■ **Task statement**
Your task is to copy every line of the entries that holds the word "dash".

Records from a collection
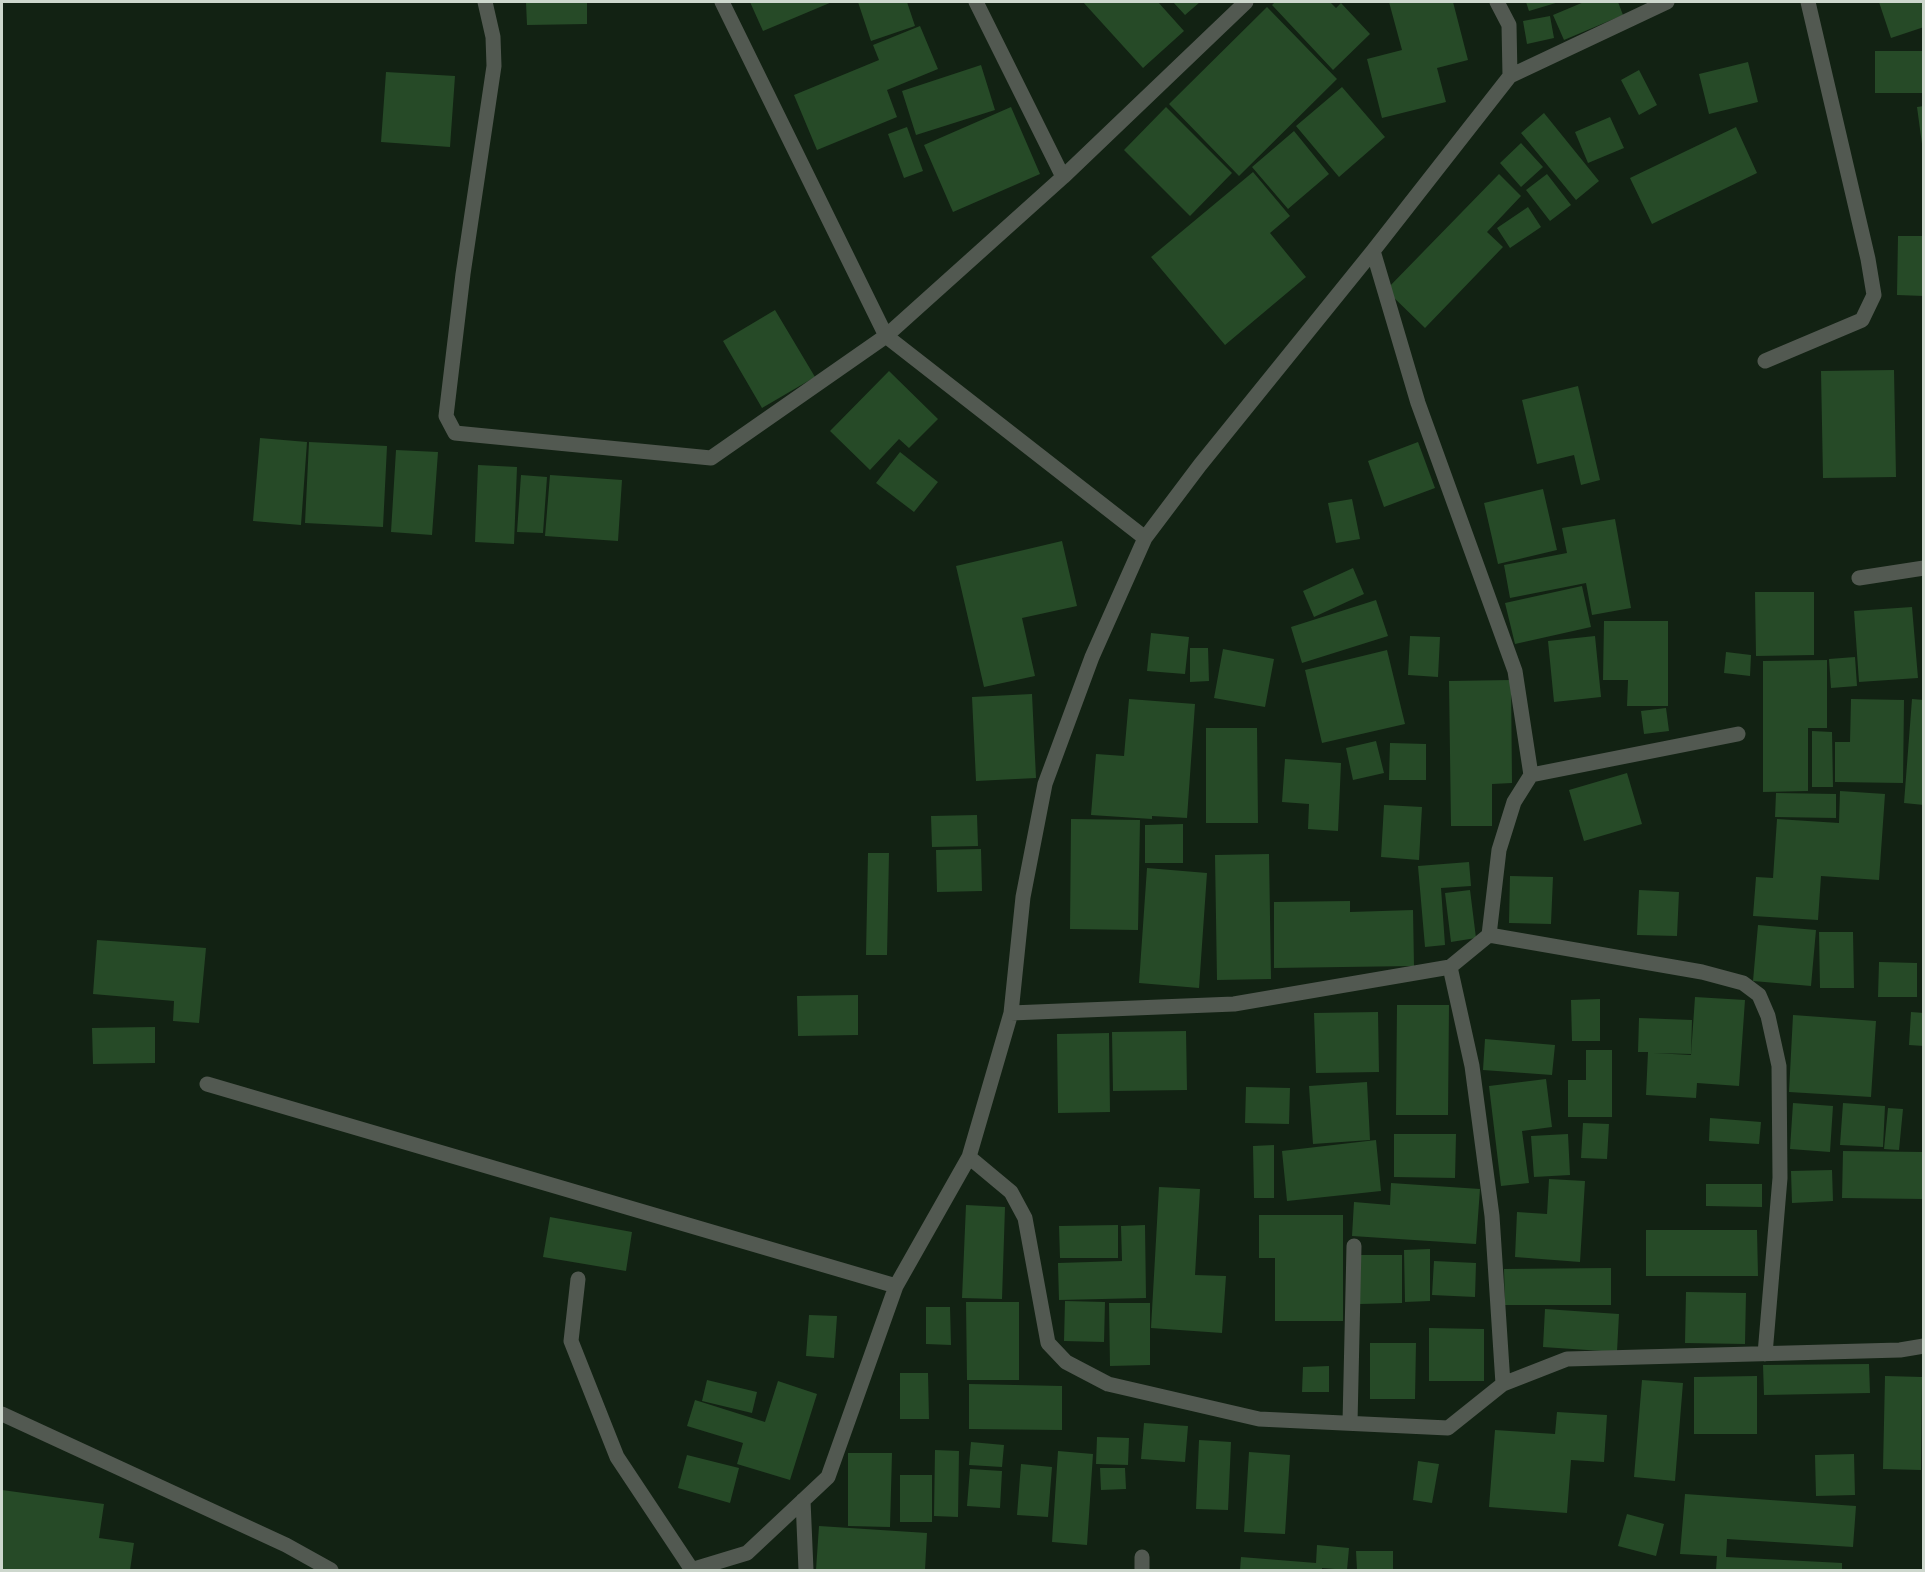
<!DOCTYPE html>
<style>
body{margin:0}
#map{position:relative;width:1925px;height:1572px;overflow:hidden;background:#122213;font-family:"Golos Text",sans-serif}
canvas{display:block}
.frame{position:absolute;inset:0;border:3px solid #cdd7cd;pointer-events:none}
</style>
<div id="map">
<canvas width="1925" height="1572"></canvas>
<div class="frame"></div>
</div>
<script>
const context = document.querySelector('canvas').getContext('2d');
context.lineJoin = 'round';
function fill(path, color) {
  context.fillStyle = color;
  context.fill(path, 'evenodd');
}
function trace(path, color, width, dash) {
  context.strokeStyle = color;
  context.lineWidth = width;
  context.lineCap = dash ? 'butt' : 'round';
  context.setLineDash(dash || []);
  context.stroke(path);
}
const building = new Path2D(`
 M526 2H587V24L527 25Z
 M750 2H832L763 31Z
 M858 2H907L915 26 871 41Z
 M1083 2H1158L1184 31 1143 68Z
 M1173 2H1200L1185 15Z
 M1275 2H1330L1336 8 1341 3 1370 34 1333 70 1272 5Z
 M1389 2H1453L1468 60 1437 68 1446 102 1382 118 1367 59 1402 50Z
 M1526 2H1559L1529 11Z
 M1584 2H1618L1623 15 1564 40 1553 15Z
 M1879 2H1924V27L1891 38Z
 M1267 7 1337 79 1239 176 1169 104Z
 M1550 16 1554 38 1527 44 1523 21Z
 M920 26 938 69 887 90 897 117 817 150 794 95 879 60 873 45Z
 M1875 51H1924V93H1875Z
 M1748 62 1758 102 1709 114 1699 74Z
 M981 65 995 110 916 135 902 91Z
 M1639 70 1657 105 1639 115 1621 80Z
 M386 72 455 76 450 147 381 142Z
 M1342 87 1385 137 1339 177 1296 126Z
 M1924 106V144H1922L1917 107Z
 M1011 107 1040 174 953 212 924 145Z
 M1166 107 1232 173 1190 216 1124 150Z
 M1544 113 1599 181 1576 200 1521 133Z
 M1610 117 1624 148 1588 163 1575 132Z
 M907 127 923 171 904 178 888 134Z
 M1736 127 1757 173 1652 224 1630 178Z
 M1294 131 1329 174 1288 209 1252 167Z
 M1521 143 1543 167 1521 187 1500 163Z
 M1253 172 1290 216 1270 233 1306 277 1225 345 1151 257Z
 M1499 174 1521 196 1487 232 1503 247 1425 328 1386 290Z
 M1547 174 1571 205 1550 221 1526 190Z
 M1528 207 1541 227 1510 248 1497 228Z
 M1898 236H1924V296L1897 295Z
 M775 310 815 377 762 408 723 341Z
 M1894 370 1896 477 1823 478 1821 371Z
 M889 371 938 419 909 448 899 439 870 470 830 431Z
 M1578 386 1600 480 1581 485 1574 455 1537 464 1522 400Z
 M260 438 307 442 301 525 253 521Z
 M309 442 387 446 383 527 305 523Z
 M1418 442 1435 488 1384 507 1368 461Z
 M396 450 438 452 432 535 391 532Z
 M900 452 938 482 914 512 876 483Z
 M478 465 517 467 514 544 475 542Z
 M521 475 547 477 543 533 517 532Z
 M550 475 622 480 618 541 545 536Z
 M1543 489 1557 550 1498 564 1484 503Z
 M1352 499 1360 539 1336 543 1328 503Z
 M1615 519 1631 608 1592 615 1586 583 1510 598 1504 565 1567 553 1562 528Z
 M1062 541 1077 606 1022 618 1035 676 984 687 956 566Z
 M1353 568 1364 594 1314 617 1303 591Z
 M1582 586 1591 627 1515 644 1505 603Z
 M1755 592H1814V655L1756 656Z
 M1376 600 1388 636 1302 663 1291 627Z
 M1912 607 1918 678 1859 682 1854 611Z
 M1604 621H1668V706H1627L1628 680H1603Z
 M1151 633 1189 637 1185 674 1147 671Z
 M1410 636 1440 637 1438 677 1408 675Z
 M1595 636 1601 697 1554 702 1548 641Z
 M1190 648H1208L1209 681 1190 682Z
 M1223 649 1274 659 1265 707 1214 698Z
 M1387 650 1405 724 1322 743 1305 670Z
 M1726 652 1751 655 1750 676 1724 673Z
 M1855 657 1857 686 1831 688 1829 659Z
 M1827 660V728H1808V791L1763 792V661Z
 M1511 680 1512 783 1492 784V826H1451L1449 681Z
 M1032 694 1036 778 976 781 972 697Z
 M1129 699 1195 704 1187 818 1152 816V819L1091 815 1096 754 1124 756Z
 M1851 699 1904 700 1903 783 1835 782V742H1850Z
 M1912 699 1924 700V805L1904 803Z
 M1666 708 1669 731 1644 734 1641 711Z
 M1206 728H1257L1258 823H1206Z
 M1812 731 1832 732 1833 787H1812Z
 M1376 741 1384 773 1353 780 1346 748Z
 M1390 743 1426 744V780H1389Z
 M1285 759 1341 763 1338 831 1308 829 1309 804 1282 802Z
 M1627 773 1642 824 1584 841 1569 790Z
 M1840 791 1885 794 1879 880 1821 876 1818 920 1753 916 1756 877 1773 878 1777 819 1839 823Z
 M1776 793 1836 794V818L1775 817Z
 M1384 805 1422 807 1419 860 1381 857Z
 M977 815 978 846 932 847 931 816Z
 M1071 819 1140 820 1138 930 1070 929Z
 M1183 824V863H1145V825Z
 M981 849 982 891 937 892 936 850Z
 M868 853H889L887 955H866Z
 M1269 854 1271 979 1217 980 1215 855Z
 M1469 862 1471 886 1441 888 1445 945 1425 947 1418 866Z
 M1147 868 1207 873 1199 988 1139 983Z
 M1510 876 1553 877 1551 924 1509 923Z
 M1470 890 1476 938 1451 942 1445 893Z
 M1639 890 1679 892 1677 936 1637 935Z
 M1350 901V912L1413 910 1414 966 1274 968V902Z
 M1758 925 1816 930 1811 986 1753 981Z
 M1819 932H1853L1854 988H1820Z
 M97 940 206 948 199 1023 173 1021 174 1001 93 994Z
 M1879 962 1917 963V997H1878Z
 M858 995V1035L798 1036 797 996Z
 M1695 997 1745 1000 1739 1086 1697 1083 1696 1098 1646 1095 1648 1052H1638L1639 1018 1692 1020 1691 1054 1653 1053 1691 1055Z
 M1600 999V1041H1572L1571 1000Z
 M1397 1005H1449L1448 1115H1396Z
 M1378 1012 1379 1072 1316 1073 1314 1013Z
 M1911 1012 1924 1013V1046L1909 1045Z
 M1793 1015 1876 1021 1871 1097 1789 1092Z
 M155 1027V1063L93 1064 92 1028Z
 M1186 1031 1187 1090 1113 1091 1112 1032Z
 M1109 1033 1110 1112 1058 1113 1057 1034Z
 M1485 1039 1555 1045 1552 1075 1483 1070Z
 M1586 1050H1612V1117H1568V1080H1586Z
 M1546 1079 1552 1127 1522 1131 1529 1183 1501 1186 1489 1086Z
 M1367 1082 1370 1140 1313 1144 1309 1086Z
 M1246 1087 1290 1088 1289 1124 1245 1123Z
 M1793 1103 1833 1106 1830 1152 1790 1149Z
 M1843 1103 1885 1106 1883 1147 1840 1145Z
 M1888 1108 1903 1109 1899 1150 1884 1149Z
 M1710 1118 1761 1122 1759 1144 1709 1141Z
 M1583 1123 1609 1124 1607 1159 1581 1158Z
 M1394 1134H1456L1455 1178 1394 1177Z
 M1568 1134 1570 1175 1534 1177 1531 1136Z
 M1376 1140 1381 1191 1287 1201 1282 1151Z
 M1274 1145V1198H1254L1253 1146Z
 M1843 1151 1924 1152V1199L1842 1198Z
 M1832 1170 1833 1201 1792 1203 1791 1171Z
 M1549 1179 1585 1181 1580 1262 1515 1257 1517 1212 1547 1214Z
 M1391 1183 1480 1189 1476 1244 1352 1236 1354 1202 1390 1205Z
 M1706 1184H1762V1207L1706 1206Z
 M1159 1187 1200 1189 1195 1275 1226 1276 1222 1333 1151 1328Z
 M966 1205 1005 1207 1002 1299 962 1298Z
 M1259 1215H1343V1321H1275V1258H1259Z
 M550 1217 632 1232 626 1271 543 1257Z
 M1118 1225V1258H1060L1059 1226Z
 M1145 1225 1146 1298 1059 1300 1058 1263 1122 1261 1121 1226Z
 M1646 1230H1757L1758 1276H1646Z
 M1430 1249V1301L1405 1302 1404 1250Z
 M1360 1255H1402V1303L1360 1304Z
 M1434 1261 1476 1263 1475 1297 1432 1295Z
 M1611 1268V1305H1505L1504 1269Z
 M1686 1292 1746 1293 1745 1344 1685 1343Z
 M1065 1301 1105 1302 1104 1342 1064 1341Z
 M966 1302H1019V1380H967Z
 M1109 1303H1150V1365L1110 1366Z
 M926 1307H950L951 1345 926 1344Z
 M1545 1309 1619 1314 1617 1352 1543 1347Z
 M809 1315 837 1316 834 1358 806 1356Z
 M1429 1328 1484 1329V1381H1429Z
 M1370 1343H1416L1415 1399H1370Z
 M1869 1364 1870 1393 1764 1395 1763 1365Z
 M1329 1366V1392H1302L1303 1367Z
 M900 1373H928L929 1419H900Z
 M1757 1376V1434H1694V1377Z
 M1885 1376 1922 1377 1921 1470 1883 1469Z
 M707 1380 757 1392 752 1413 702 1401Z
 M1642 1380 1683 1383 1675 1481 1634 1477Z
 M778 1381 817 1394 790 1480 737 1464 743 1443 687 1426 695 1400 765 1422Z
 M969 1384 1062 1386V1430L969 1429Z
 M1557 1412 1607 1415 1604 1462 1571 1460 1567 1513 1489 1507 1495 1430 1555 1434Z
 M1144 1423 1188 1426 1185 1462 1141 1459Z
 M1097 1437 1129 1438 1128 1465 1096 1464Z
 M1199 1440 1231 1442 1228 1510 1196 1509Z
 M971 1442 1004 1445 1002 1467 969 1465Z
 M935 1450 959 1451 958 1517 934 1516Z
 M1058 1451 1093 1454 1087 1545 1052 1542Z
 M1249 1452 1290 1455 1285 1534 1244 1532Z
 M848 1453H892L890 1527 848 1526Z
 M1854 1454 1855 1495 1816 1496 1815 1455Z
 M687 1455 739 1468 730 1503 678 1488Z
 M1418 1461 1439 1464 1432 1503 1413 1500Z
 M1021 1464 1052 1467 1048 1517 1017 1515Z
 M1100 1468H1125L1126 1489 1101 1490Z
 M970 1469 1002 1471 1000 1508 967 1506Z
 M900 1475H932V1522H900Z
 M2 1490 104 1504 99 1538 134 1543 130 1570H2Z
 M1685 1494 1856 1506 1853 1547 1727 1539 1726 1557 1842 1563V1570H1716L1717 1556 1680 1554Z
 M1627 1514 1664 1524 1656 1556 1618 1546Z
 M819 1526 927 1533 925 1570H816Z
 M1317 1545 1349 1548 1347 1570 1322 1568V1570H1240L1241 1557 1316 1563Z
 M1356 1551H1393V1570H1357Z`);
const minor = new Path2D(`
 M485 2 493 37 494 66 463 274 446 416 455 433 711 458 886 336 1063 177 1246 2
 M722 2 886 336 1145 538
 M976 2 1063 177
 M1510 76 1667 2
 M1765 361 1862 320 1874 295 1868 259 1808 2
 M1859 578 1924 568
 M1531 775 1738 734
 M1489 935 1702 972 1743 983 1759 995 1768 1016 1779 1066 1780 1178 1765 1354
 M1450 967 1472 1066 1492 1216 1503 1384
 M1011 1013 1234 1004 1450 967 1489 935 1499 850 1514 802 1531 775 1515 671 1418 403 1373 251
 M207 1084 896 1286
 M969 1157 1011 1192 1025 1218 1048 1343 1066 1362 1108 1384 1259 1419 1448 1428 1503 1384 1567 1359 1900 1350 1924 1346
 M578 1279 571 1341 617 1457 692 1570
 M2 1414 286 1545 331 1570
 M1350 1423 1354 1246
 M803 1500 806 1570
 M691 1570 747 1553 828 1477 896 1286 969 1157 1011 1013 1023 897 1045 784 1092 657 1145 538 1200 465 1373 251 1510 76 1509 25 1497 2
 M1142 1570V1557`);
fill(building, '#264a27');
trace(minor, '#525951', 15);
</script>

■ **Solution to this exercise**
function trace(path, color, width, dash) {
  context.lineCap = dash ? 'butt' : 'round';
  context.setLineDash(dash || []);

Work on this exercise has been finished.